Lord Jim - Cap. 22: Capítulo XXI Pág. 230 / 434

Voltamos para enfrentar os nossos superiores, os nossos parentes, os nossos amigos, aqueles a quem obedecemos e aquele a quem amamos; mas mesmo os que não têm ninguém, os mais independentes, os mais solitários, os mais libertos de toda a espécie de laços, mesmo aqueles para quem a palavra «pátria» não evoca um rosto querido, nem uma voz familiar, têm de enfrentar a alma da sua terra, a alma que lhe habita o ar e o céu, os vales e as colinas, os campos, as águas e os bosques, e que é um amigo mundo, um juiz e um inspirador. Digam o que disserem, para gozar a alegria da volta, para respirar a paz e enfrentar a verdade, é necessário ter uma consciência limpa. Tudo isto lhes pode parecer puro sentimentalismo e poucos têm o desejo ou são capazes de olhar conscienciosamente o que se esconde debaixo das emoções familiares. Há as mulheres que amamos, os homens para quem levantamos os olhos, a ternura, a amizade, as oportunidades, os prazeres... Mas o facto é que precisamos de ter as mãos limpas para receber a recompensa, senão esta transformar-se-á em folhas mortas, em espinhos, entre os dedos. Creio que são os solitários sem um lar ou uma afeição que possam chamar sua, aqueles que voltam não para uma casa, mas para uma pátria ao encontro da sua alma desencartada, eterna e imutável, os que melhor compreendem a sua severidade, o seu poder salvador, a graça do seu direito secular à nossa fidelidade, à nossa obediência.

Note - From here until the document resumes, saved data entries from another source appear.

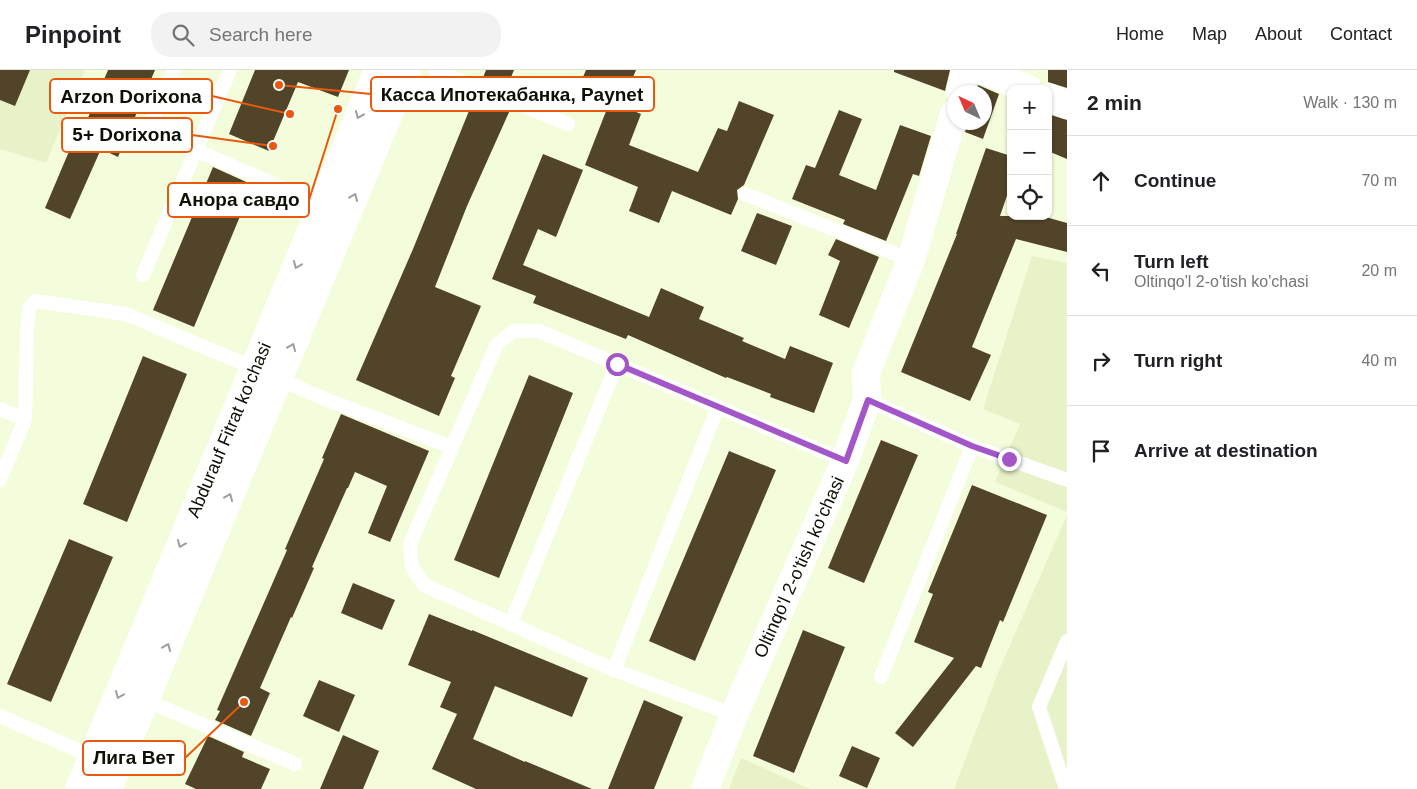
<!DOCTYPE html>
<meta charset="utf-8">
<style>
:root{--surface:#fff;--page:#f2f2f2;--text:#202124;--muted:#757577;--line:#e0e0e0}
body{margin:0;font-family:Helvetica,sans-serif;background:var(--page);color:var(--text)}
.controls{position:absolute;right:15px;top:15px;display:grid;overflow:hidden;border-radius:10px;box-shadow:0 1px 4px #0004}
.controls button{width:45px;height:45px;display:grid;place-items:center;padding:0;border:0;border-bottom:1px solid var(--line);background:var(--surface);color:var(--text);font:25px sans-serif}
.compass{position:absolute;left:947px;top:15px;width:45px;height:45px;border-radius:50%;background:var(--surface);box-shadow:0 1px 4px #0004;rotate:316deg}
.stop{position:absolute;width:15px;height:15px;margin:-11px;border:4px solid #a256c8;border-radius:50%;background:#fff}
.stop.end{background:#a256c8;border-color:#fff;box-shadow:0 1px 5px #0008}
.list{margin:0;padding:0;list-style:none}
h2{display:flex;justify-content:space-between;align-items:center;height:65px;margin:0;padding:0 20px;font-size:21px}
h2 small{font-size:16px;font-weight:400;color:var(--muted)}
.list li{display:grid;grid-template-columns:32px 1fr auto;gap:15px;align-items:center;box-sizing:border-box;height:90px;padding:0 20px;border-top:1px solid var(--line)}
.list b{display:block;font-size:19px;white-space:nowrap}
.list p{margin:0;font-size:16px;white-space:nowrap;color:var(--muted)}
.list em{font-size:16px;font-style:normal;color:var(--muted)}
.icon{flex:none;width:28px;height:28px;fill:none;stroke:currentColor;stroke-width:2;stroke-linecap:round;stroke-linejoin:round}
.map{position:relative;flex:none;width:1067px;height:719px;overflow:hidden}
header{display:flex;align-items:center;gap:30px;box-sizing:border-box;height:70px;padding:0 25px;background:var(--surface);border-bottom:1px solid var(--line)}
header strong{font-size:24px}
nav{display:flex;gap:28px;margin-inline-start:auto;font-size:18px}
.search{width:350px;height:45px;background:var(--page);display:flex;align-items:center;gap:12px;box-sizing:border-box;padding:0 18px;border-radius:20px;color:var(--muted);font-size:19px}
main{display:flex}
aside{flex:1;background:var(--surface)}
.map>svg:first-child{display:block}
.built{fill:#e7f2c9}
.building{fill:#514429}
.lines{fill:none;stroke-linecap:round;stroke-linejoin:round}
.lane{stroke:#fff;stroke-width:14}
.street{stroke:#fff;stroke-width:28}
.secondary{stroke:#fff;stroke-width:28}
.oneway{stroke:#9e9f9b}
.route{stroke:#a256c8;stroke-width:6}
.labels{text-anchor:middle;stroke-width:5;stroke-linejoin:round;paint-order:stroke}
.street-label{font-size:18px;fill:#0d1005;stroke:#fff}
.leader{fill:none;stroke:#e8590c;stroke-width:2}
.callout-dot{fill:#e8590c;stroke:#fff;stroke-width:2}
.callout{fill:#fff;stroke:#e8590c;stroke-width:2}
.callout-label{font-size:19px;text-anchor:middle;font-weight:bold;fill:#0d1005}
</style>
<header>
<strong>Pinpoint</strong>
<div class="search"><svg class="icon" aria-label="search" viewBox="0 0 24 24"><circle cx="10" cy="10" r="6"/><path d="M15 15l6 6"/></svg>Search here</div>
<nav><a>Home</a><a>Map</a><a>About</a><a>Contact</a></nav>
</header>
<main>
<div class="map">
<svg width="1067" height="719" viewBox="0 0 1067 719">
<rect width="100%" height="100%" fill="#f4fddb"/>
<!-- built -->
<path class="built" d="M0 0H85L46 93 0 79Z
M1032 186 1067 193V442L995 412 1020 354 983 339Z
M1067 445V719H954L999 600Z
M741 688 810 719H729Z"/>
<!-- building -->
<path class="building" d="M0 0H30L15 36 0 30Z
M108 0H155L118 87 101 79 70 149 45 138 73 72 77 74Z
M255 0H349L338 27 298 12 269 81 229 64Z
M486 0H514L506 19 482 10Z
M586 0H636L623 31 580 14Z
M894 0H950L945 21 894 2Z
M1048 0H1067V18L1048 12Z
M978 15 999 24 983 69 965 62 968 52H984V22H976Z
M475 26 510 40 467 136 435 217 481 236 451 306 455 308 439 346 356 310 413 179Z
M610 31 641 44 629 75 698 102 718 58 727 61 739 31 774 45 744 115 737 120 738 129 731 145 672 121 659 153 629 141 638 117 585 95Z
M839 40 862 49 839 105 876 120 900 55 931 66 919 106 913 104 886 171 843 154 845 150 792 129 806 95 815 98Z
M1048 44 1067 50V89L1048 81Z
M986 78 1011 86V114L1000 146H1042L1067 153V182L1016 169 972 277 991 285 970 331 901 302 957 164H956Z
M543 84 583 100 556 167 538 159 523 195 649 247 661 218 704 237 699 249 744 268 742 271 785 289 790 276 833 293 814 343 770 327 771 324 727 307 726 308 628 265 626 269 533 233 536 226 492 209Z
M213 97 253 115 194 257 153 240Z
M757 143 792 156 776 195 741 181Z
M836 169 879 187 849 258 819 245 840 191 828 185Z
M143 286 187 304 127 452 83 434Z
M529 305 573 323 499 508 454 490Z
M341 344 429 381 390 472 368 463 387 416 355 402 348 418H347L312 497 314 498 292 548 291 547 260 618 270 623 251 666 215 650 220 641 217 640 287 480 285 479 324 389 322 388Z
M881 370 918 385 864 513 828 498Z
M729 381 776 400 695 591 649 571Z
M972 415 1047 445 1003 552 1000 550 981 598 976 596 913 677 895 663 954 588 914 572 933 524 928 522Z
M69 469 113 487 51 632 7 614Z
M353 513 395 530 382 560 341 543Z
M429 544 472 561V560L588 608 572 647 495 616 473 669 525 692V691L592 719H476L432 699 457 644 440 637 451 612 408 595Z
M803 560 845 577 794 703 753 686Z
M319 610 355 625 339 662 303 646Z
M644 630 683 647 654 719H608Z
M343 665 379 681 363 719H320Z
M208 666 244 682 242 687 270 699 261 719H196L185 714Z
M852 676 880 688 867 718 839 706Z"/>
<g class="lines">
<!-- lane -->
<path class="lane" d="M174 0 149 60 322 135
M435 0 568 54
M745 124 911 190
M143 205 230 0
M279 309 320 327 451 377
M867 330 972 376 1067 410
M0 339 25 349 0 410
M25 349 27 261 29 238 35 231 126 244 254 298
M511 553 617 294
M614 600 718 337
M881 607 972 376
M145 630 295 694
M734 645 614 600 424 515 412 497 410 474 497 274 514 261H539L845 391
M0 646 93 687
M1066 719 1039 637 1067 571"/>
<!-- street -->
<path class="street" d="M982 0 1028 19
M960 22 966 0
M1048 27 1067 35
M705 719 734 645 845 391 867 330 866 303 911 190 954 44"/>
<!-- secondary -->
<path class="secondary" d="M79 719 378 0
M108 719 407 0"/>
</g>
<!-- one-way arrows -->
<defs><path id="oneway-chevron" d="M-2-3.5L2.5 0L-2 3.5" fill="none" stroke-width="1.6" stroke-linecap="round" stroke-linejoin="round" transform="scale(1.25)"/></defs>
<g class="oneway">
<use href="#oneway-chevron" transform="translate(359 45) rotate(113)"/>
<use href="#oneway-chevron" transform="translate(354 127) rotate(-67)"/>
<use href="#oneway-chevron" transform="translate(297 195) rotate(112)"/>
<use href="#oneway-chevron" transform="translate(292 277) rotate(-67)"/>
<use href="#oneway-chevron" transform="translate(229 427) rotate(-67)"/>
<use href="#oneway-chevron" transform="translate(181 474) rotate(113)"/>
<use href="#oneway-chevron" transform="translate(167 577) rotate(-67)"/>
<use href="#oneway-chevron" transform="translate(119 625) rotate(113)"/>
</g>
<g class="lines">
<!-- route -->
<path class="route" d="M617 294 846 391 868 330 972 376 1009 389"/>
</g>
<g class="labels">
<!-- street labels -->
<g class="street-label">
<text transform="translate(229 360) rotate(-67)" y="6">Abdurauf Fitrat ko'chasi</text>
<text transform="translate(799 497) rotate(-66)" y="6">Oltinqo'l 2-o'tish ko'chasi</text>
</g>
</g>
<!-- callouts -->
<path class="leader" d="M279 15L371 24M290 44L212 26M273 76L192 65M338 39L309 130M244 632L185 688"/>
<g class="callout-dot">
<circle cx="279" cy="15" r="5"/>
<circle cx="290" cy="44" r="5"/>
<circle cx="273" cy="76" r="5"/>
<circle cx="338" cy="39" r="5"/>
<circle cx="244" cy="632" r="5"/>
</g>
<g class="callout">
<rect x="371" y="7" width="283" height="34" rx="5"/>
<rect x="50" y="9" width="162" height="34" rx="5"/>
<rect x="62" y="48" width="130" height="34" rx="5"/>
<rect x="168" y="113" width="141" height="34" rx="5"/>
<rect x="83" y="671" width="102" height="34" rx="5"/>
</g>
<g class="callout-label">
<text x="512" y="31">Касса Ипотекабанка, Paynet</text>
<text x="131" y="33">Arzon Dorixona</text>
<text x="127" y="71">5+ Dorixona</text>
<text x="239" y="136">Анора савдо</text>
<text x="134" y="694">Лига Вет</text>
</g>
</svg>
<div class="controls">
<button>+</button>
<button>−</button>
<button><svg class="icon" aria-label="locate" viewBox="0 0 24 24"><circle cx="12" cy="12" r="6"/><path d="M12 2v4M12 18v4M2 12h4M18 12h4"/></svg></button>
</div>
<svg class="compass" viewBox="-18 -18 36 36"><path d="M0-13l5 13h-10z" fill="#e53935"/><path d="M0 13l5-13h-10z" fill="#757577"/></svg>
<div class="stop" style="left:617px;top:294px"></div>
<div class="stop end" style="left:1009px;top:389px"></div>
</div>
<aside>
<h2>2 min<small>Walk · 130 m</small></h2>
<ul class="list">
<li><svg class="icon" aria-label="ahead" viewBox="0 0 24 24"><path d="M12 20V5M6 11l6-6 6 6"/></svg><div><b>Continue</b></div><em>70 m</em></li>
<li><svg class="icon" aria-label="left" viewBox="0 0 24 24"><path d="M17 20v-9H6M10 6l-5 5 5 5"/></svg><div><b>Turn left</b><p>Oltinqo'l 2-o'tish ko'chasi</p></div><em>20 m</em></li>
<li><svg class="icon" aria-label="right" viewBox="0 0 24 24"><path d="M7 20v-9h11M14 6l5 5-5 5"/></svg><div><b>Turn right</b></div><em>40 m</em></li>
<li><svg class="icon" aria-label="arrive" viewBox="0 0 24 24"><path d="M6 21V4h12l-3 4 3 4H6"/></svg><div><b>Arrive at destination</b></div></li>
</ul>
</aside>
</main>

Sim!, poucos de nós compreendem isto, mas todos o sentem, porém, e digo todos, sem excepção porque os que não sentem assim não contam. A planta mais pequenina tira a força e a vida de um cantinho de terra; assim está o homem também enraizado na terra onde vai buscar a fé e a vida. Não sei até que ponto Jim compreendia, mas sei que sentia confusamente, mas com intensidade, a exigência desta verdade, ou desta ilusão - não me importo com o nome que lhe derem; a diferença é tão pouco e tão pouco significativa.